WHAT TO WORK ON: Only one portion of the data is to be written out: from the line bearing "flex:none; width:33px; height:33px;" through the line bearing "position:absolute; translate:-50% -51px;". Write it exactly as it appears.

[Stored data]
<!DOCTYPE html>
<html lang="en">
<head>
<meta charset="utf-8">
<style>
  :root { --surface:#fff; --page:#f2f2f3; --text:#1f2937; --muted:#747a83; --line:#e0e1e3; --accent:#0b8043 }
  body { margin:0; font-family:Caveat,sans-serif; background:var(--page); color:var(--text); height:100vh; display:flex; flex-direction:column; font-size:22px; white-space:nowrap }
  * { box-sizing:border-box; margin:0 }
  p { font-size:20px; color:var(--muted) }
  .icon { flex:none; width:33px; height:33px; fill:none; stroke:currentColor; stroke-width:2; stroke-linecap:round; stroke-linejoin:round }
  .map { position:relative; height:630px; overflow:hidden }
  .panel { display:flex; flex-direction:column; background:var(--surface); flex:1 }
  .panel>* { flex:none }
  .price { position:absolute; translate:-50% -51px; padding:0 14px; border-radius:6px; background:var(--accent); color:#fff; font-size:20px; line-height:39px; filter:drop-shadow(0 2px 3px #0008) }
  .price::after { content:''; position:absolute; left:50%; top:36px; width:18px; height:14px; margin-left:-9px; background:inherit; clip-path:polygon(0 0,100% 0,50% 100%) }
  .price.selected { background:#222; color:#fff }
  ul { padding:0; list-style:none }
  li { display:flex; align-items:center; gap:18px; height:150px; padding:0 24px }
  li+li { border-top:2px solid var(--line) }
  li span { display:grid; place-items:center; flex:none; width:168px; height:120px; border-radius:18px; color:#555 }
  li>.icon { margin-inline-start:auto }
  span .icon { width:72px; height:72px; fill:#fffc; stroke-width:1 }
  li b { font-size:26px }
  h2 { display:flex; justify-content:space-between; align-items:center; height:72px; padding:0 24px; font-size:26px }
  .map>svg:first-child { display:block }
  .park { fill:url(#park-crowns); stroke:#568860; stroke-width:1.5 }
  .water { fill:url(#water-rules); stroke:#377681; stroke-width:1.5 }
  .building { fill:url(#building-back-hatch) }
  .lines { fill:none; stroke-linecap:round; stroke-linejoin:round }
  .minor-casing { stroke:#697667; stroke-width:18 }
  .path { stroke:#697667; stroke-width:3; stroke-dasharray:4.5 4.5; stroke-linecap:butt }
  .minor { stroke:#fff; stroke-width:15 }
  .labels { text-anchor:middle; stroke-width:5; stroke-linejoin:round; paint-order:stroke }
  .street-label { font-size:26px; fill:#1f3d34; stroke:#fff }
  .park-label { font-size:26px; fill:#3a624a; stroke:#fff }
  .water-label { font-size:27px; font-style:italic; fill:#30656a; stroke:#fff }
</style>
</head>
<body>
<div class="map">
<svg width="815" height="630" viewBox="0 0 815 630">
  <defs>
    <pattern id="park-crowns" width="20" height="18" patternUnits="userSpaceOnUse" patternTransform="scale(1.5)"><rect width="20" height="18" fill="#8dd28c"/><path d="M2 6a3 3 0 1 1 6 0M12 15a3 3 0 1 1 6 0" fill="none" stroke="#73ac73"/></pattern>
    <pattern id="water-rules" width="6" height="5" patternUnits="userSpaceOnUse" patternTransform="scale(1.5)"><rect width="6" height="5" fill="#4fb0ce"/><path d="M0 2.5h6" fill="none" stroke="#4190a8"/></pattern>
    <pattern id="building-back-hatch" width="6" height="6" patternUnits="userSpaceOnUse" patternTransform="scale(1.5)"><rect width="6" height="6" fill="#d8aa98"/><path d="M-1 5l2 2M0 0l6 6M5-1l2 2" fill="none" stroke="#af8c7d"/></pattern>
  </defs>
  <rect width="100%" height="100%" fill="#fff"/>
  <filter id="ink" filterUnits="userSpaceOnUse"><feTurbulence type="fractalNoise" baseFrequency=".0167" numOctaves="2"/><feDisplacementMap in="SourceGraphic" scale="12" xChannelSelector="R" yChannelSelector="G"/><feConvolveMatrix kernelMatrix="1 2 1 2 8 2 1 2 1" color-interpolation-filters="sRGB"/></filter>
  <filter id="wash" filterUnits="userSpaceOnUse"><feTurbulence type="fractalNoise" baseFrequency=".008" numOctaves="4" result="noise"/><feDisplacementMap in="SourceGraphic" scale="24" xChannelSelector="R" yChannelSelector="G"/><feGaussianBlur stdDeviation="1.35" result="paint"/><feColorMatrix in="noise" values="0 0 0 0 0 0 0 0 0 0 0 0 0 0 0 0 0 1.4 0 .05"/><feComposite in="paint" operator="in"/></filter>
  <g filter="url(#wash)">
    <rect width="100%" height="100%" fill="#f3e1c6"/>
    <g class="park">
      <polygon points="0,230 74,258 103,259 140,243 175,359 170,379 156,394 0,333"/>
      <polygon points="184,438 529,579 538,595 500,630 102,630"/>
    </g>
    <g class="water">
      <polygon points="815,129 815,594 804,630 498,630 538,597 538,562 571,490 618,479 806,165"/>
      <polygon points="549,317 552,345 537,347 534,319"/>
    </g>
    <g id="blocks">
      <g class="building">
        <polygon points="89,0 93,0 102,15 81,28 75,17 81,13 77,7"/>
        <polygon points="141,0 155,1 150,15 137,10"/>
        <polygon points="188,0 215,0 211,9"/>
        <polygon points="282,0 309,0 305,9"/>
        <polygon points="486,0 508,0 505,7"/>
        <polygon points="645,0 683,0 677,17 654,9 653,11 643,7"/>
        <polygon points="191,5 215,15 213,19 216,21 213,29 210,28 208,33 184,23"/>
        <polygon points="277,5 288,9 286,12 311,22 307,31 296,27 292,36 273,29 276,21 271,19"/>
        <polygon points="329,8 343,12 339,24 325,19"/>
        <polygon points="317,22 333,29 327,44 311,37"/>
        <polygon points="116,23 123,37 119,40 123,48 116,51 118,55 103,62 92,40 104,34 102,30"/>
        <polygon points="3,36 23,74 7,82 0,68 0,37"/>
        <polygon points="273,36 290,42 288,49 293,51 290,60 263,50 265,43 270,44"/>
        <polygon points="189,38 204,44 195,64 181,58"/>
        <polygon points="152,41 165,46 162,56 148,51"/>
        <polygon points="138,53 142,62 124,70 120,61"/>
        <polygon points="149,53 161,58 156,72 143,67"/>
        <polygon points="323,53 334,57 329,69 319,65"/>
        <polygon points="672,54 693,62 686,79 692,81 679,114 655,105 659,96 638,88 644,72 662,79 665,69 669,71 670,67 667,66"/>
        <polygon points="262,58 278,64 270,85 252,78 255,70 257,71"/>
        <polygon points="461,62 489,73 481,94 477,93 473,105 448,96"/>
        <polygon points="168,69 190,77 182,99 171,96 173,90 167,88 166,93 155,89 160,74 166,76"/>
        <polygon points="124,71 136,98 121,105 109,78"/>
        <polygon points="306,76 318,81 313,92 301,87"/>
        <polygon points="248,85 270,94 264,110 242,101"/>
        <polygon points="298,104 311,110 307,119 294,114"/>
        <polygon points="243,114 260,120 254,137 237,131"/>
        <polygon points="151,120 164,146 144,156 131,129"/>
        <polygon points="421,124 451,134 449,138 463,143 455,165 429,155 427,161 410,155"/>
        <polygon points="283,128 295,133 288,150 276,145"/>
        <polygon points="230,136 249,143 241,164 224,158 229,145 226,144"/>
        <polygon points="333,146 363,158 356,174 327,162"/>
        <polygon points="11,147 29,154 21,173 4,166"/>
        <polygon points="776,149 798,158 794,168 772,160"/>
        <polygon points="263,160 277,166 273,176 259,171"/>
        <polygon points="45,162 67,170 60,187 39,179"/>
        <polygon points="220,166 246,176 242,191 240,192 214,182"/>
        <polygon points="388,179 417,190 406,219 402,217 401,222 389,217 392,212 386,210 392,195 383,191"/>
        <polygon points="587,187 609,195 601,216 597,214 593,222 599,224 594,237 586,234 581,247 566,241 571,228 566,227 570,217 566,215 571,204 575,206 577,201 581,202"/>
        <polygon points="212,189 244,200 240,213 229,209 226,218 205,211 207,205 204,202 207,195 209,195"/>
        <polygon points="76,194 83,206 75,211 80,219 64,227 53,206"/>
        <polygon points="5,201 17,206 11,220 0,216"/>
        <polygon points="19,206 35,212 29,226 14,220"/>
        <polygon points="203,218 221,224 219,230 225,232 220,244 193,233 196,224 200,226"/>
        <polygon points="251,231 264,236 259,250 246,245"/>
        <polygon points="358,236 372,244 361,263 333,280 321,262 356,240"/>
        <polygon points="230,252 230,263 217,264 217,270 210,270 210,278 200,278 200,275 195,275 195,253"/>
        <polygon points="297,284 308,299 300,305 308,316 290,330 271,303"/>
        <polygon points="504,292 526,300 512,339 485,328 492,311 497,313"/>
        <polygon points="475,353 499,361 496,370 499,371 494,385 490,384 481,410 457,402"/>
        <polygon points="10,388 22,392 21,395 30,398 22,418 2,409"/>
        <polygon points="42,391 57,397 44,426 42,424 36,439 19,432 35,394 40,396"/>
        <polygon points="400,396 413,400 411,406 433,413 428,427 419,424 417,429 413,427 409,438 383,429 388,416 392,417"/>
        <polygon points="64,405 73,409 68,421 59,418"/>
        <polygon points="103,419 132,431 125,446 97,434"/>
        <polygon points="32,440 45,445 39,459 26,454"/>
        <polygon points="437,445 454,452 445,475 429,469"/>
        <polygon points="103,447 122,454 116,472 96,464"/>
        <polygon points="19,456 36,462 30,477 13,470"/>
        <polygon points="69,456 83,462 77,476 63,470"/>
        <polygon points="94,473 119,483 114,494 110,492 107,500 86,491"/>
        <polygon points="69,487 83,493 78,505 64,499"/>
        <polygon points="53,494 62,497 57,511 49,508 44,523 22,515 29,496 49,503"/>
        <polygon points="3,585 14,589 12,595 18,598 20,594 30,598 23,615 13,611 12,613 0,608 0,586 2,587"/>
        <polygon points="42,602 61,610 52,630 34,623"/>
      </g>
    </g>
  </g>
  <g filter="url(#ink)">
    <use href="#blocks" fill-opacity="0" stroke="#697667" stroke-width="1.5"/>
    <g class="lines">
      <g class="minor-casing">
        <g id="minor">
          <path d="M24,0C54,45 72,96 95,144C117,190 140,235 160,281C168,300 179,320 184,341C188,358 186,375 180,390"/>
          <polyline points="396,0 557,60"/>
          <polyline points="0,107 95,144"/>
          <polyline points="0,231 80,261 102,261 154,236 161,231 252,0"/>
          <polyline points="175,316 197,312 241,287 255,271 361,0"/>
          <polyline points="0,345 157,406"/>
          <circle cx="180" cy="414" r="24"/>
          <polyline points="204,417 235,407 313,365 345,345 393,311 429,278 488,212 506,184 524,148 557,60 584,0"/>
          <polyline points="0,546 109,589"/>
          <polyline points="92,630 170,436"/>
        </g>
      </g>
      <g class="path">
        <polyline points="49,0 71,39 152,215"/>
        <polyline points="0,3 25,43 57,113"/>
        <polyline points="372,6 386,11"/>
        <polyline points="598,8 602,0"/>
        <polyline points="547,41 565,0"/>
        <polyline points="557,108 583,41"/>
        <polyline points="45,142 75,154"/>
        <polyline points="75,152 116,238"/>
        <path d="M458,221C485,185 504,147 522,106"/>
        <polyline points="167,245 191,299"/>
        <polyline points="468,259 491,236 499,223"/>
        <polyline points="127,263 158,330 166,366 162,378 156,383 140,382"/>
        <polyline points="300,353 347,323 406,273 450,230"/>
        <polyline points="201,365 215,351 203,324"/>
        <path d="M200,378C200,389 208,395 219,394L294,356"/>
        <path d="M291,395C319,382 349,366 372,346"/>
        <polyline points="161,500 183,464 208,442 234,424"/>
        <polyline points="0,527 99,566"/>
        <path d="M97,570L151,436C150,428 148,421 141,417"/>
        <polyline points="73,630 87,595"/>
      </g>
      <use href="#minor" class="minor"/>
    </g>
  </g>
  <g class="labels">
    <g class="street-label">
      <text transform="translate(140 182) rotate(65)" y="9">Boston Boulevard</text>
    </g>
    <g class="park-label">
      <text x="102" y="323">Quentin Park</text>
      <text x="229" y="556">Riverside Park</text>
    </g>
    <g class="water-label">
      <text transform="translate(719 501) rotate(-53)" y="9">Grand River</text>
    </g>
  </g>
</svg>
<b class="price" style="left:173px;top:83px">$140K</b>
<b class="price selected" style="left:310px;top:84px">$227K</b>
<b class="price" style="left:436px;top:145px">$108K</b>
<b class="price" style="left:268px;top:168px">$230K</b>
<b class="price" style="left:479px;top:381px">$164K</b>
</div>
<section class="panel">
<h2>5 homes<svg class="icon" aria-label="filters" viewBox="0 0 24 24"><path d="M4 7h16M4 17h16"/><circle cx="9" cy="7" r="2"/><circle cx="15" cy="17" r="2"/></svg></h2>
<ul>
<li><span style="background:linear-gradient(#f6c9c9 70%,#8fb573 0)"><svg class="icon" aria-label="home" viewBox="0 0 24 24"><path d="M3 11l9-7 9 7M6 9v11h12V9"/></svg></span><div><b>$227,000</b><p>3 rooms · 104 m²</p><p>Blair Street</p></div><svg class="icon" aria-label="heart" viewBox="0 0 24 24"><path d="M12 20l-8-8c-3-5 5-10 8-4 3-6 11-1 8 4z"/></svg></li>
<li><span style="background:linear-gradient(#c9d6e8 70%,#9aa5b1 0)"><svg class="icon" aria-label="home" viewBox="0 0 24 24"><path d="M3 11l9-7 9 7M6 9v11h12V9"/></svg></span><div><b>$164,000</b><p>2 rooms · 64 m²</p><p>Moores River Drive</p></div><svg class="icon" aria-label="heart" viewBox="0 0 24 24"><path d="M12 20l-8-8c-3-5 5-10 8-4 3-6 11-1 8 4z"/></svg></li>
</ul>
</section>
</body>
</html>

TASK RESULT:
  .icon { flex:none; width:33px; height:33px; fill:none; stroke:currentColor; stroke-width:2; stroke-linecap:round; stroke-linejoin:round }
  .map { position:relative; height:630px; overflow:hidden }
  .panel { display:flex; flex-direction:column; background:var(--surface); flex:1 }
  .panel>* { flex:none }
  .price { position:absolute; translate:-50% -51px; padding:0 14px; border-radius:6px; background:var(--accent); color:#fff; font-size:20px; line-height:39px; filter:drop-shadow(0 2px 3px #0008) }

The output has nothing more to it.